AI Atlas
Beginner· ~2 min read#time-series#trend#seasonality

Time Series

Ordered observations over time

A sequence of observations indexed by time — daily sales, hourly temperature, millisecond heartbeats. The order matters and demands special analysis.

TIME SERIESyttrendA sum of trend, seasonality, and noise.
Definition

A time series is a sequence of observations recorded at (usually) regular time intervals. Unlike plain tabular data, order is meaningful: the value at time t is likely related to t-1. That structure brings both richness (seasonality, trend, autocorrelation) and constraints (no random splits).

Standard components: trend (long-term direction), seasonality (recurring weekly/monthly/yearly pattern), cyclical (multi-year business cycles), noise (random fluctuation). Decomposing the series into these is the starting point of analysis.

Time series can be stationary or non-stationary. Stationary preserves its statistics over time; non-stationary has trend or changing variance. Classical statistical models (ARIMA) require stationarity, often achieved via differencing, log transforms, or seasonal removal.

Modern ML approaches (gradient boosting, deep learning) don't require stationarity. You build a tabular dataset enriched with lag features, calendar features, exogenous variables, and treat it like a regression problem.

Analogy

A heartbeat trace. A single value tells you little; the rhythm over the previous minutes, the wave shape, any irregularity — those tell a doctor a lot. Order carries information. Shuffle the data and information is destroyed. Time-series analysis works the same way.

Real-world example

A shop's three years of daily orders are a time series. Visible patterns:

1. Trend: ~18% annual growth. 2. Yearly seasonality: December peak (holidays), Jan/Feb trough. 3. Weekly seasonality: Mon/Tue slightly down, Wed/Thu normal, Fri-Sun peaks. 4. Event effects: Black Friday, religious holidays, Valentine's Day spikes.

Decompose, then model each component: trend with linear/ exponential, seasonality with Fourier or dummies, holidays with indicator variables. Prophet does this automatically; a LightGBM model gets these via lag + calendar + holiday features you build by hand.

Code examples
Exploration and decompositionPython
import pandas as pd
from statsmodels.tsa.seasonal import seasonal_decompose
from statsmodels.tsa.stattools import adfuller
import matplotlib.pyplot as plt

df = pd.read_csv("orders.csv", parse_dates=["date"], index_col="date")

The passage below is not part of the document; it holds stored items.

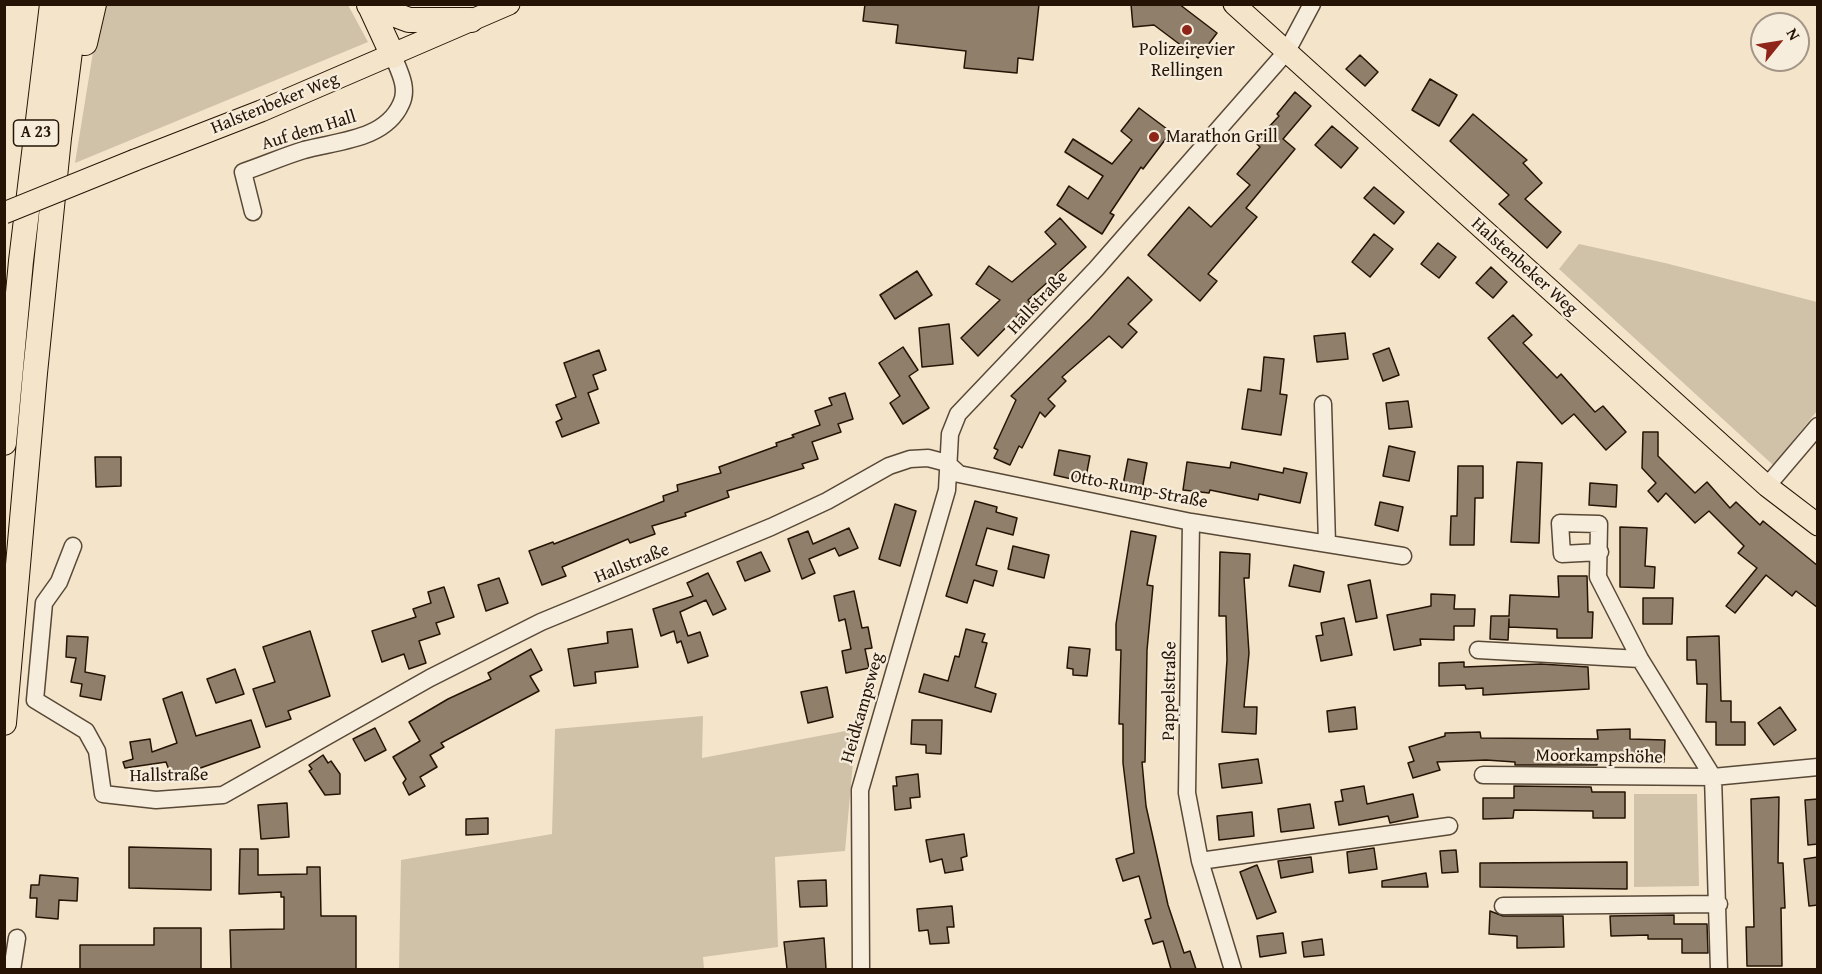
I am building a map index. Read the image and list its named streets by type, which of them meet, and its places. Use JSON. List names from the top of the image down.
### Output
{
  "streets": {
    "highway": ["A 23"],
    "main road": ["Halstenbeker Weg"],
    "street": [
      "Auf dem Hall",
      "Hallstraße",
      "Otto-Rump-Straße",
      "Pappelstraße",
      "Heidkampsweg",
      "Moorkampshöhe"
    ]
  },
  "crossings": [
    ["Halstenbeker Weg", "Auf dem Hall"],
    ["Halstenbeker Weg", "Hallstraße"],
    ["Hallstraße", "Otto-Rump-Straße"],
    ["Hallstraße", "Heidkampsweg"],
    ["Otto-Rump-Straße", "Pappelstraße"],
    ["Otto-Rump-Straße", "Heidkampsweg"]
  ],
  "places": ["Polizeirevier Rellingen", "Marathon Grill"],
  "north": "top right"
}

df["orders"].plot(figsize=(12, 4), title="Daily orders")
plt.savefig("series.png")

result = seasonal_decompose(df["orders"], model="additive", period=7)
result.plot()
plt.savefig("decomposition.png")

# Stationarity test (ADF)
stat, pvalue, *_ = adfuller(df["orders"].dropna())
print(f"ADF p-value: {pvalue:.4f}")
# p < 0.05 → stationary
# p > 0.05 → non-stationary; differencing may help

df["rolling_mean"] = df["orders"].rolling(30).mean()
df["rolling_std"] = df["orders"].rolling(30).std()
Lag and calendar featuresPython
import pandas as pd

df = pd.read_csv("orders.csv", parse_dates=["date"]).sort_values("date")

for lag in [1, 7, 14, 30]:
    df[f"lag_{lag}"] = df["orders"].shift(lag)

df["dow"] = df["date"].dt.dayofweek
df["month"] = df["date"].dt.month
df["is_weekend"] = df["dow"].isin([5, 6]).astype(int)
df["day_of_year"] = df["date"].dt.dayofyear

df["ma_7"] = df["orders"].rolling(7).mean()
df["ma_30"] = df["orders"].rolling(30).mean()
When to use
  • Timestamped, order-meaningful data
  • Demand, finance, sensor telemetry
  • Anomaly detection — deviations from expectation
  • Forecasting backbone
When not to use
  • Tabular data with no temporal dimension
  • Very short series — too little structure
  • Highly irregular timestamps — resample first
Common pitfalls

Random splitting

Random train/test puts the future in training and the past in validation. Inflated scores, broken production. Always chronological splits.

Missing dates

Daily data should have a row per day. Missing days break lag features. Resample('D') and fill gaps explicitly.

One model fits all

1000 SKUs each with their own series — one model vs 1000 models is rarely optimal. Look at hierarchical / global modeling. Each has tradeoffs.